Archibald M. Aiken in trying the hundreds of cases arising from the Danville civil rights demonstrations earlier that year. After suggesting that Aiken transfer many of the cases to distant locations in Virginia, Bazile held one of the principal demonstration leaders in contempt of court and imposed a jail sentence and a $100 fine as punishment. In that same year, the Lovings had taken their cause to the American Civil Liberties Union and moved back to Virginia to reopen their case, which the suspended sentence enabled them to do. Acting to preempt federal court action, Bazile responded on January 22, 1965, with his final ruling on the matter. Finding them guilty of a felony he sentenced them to a year in jail, and then he added the racist dictum that “Almighty God created the races white, black, yellow, malay and red, and he placed them on separate continents … The fact that he separated the races shows that he did not intend for the races to mix.”

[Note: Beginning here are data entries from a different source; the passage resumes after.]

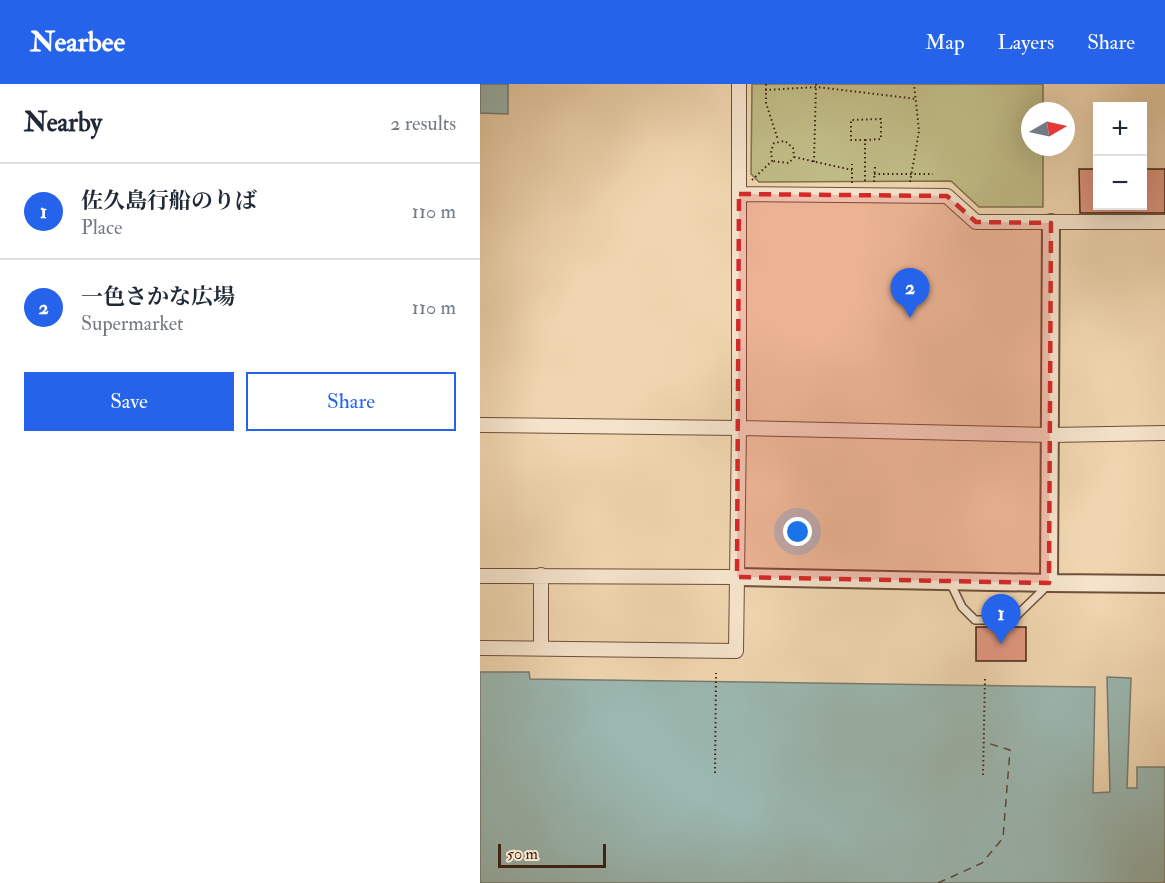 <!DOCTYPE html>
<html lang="en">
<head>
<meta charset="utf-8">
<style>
  :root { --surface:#fff; --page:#f6f6f7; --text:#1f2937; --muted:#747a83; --line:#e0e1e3; --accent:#2563eb }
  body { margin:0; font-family:"IM FELL Double Pica","Noto Serif JP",serif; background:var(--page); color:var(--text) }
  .controls { position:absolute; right:18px; top:18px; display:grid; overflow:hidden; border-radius:0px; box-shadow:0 6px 24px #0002 }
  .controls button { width:54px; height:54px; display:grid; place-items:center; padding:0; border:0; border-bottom:2px solid var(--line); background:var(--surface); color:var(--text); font:30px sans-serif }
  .compass { position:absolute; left:541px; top:18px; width:54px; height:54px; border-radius:50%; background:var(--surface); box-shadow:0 6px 24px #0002; rotate:81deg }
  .scale { position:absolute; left:18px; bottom:15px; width:108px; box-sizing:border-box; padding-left:6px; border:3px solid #422413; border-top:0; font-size:16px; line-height:21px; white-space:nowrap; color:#422413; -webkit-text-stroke:4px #f5e4cc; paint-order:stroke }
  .you { position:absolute; left:318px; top:448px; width:21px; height:21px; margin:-15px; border:4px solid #fff; border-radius:50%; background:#1a73e8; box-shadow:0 0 0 9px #1a73e833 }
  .badge { display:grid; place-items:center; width:39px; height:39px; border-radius:50%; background:var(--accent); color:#fff; font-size:20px; font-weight:700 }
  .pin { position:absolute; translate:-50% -50px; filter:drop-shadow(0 2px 3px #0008) }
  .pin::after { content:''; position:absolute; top:32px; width:21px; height:18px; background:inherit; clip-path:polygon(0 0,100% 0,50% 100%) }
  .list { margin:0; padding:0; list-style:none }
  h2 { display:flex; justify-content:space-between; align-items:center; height:78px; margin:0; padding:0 24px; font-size:26px }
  h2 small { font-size:20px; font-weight:400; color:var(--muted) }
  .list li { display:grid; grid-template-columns:39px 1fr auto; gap:18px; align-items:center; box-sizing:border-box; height:96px; padding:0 24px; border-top:2px solid var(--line) }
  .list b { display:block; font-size:22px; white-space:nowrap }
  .list p { margin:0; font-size:20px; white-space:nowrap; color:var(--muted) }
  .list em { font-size:20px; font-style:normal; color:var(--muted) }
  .actions { display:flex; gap:12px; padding:18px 24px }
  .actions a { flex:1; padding:14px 0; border:2px solid var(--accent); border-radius:0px; text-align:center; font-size:21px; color:var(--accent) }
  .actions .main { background:var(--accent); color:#fff }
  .map { position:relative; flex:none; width:685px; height:799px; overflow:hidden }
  header { display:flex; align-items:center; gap:36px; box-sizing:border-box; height:84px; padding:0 30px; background:var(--accent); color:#fff }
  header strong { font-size:28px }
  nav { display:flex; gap:33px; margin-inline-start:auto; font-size:21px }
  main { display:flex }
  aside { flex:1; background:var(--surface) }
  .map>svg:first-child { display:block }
</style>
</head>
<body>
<header>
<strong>Nearbee</strong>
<nav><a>Map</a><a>Layers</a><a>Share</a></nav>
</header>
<main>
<aside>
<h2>Nearby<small>2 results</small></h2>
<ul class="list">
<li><span class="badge">1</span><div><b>佐久島行船のりば</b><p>Place</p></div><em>110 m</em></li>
<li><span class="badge">2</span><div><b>一色さかな広場</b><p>Supermarket</p></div><em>110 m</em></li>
</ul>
<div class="actions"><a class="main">Save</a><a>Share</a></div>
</aside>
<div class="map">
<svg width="685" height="799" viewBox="0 0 685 799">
  <rect width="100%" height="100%" fill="#f0d6b0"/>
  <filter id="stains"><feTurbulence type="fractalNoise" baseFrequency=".00333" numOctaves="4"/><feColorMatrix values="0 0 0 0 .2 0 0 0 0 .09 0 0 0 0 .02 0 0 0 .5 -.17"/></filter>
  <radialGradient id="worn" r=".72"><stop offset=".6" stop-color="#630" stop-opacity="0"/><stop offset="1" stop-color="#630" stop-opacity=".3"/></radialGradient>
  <!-- green -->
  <path fill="#c0bc87" stroke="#81704d" stroke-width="1.5" d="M272 0H563V27H550V63H563V123H499L471 97 279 98 271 90Z"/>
  <!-- water -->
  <path fill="#9bb8b1" stroke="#777d72" stroke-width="1.5" d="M0 0H28V30L0 29Z
    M0 588H49L50 595 615 603 613 709 630 708 627 593 651 594 647 704H657V683H685V799H0Z"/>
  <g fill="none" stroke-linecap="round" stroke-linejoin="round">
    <!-- ferry -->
    <path stroke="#58493a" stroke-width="1.5" stroke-dasharray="8 6" stroke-linecap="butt" d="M458 799 502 779 523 754 530 666 504 658"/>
  </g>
  <!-- building -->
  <path fill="#e29881" stroke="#422413" stroke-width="1.5" d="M599 85H618V122H662V85H685V129H600Z
    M496 543H546V577H496Z"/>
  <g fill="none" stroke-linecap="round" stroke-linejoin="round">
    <defs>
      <path id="service" d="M470 498 482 523 495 536H532L563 506"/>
      <path id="minor" d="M259 110V0
        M685 138H496L467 112 259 110V344L570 351 685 349
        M0 341 259 344 256 567 0 564
        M0 492 257 493
        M61 564V491"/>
      <path id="tertiary" d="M571 139 569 499 685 500
        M257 493 569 499"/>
    </defs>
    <!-- service casing -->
    <use href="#service" stroke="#6e503a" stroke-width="10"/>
    <!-- minor casing -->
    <use href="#minor" stroke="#6e503a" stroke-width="16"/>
    <!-- tertiary casing -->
    <use href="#tertiary" stroke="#6e503a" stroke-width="20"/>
    <!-- path -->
    <path stroke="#422413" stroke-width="2" stroke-dasharray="1.5 3" stroke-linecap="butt" d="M286 0V19L298 56
      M285 6 337 3 437 15
      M385 56 401 55V35L371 36V56H385V98
      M314 73 372 86
      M334 78 336 0
      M394 90H453
      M272 96 292 77 291 67 294 59 305 57 313 64 314 73 309 79 292 77
      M394 98 395 81
      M430 98 439 47 434 0
      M372 99V80
      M235 689 236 589
      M503 691 505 593"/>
    <!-- service -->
    <use href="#service" stroke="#f5e4cc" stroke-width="7"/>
    <!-- minor -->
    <use href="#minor" stroke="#f5e4cc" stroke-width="14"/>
    <!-- tertiary -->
    <use href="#tertiary" stroke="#f5e4cc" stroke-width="16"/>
  </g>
  <!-- marked area -->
  <path fill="#d62828" fill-opacity="0.2" stroke="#d62828" stroke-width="4.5" stroke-dasharray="12 8" stroke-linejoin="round" d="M259 110 467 112 496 138 571 139 569 499 257 493Z"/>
  <rect width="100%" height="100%" filter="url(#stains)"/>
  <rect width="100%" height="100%" fill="url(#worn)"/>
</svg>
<div class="controls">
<button>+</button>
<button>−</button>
</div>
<svg class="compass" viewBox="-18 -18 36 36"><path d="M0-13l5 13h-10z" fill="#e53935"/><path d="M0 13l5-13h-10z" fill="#747a83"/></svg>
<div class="scale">50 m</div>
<div class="you"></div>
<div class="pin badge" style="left:521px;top:560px">1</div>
<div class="pin badge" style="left:430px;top:234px">2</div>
</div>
</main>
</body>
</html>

Attorneys for the Lovings appealed the ruling to the Virginia Supreme Court of Appeals. On March 7, 1966, the court upheld Bazile’s interpretation of state law and judicial precedent but remanded the case for resentencing, noting that the penalty called for a one-year term in the state prison, not in the county jail, and that the suspension was improper. The Lovings then appealed directly to the U.S. Supreme Court. Their lawyers argued that Virginia’s prohibition of interracial marriage denied the Lovings the equal protection of the law and the due process of the law the Fourteenth Amendment guaranteed them. In its landmark decision on June 12, 1967, the Supreme Court, quoting Judge Bazile’s racist dictum in full, unanimously declared that Virginia’s marriage law created an invidious racial discrimination in violation of the Fourteenth Amendment.
Death
Bazile did not live to see the final decision in Loving v. Virginia, which he undoubtedly would have regarded as the culmination of a disastrous, decades-long trend in federal jurisprudence. In November 1965, ill and suffering the effects of surgery, he retired from the bench. Bazile died at his home near Atlee in Hanover County on March 18, 1967, almost three months before the Supreme Court overturned his opinion. He was buried in the family cemetery in Hanover County. In June 1968 his portrait was unveiled in the Hanover County courthouse.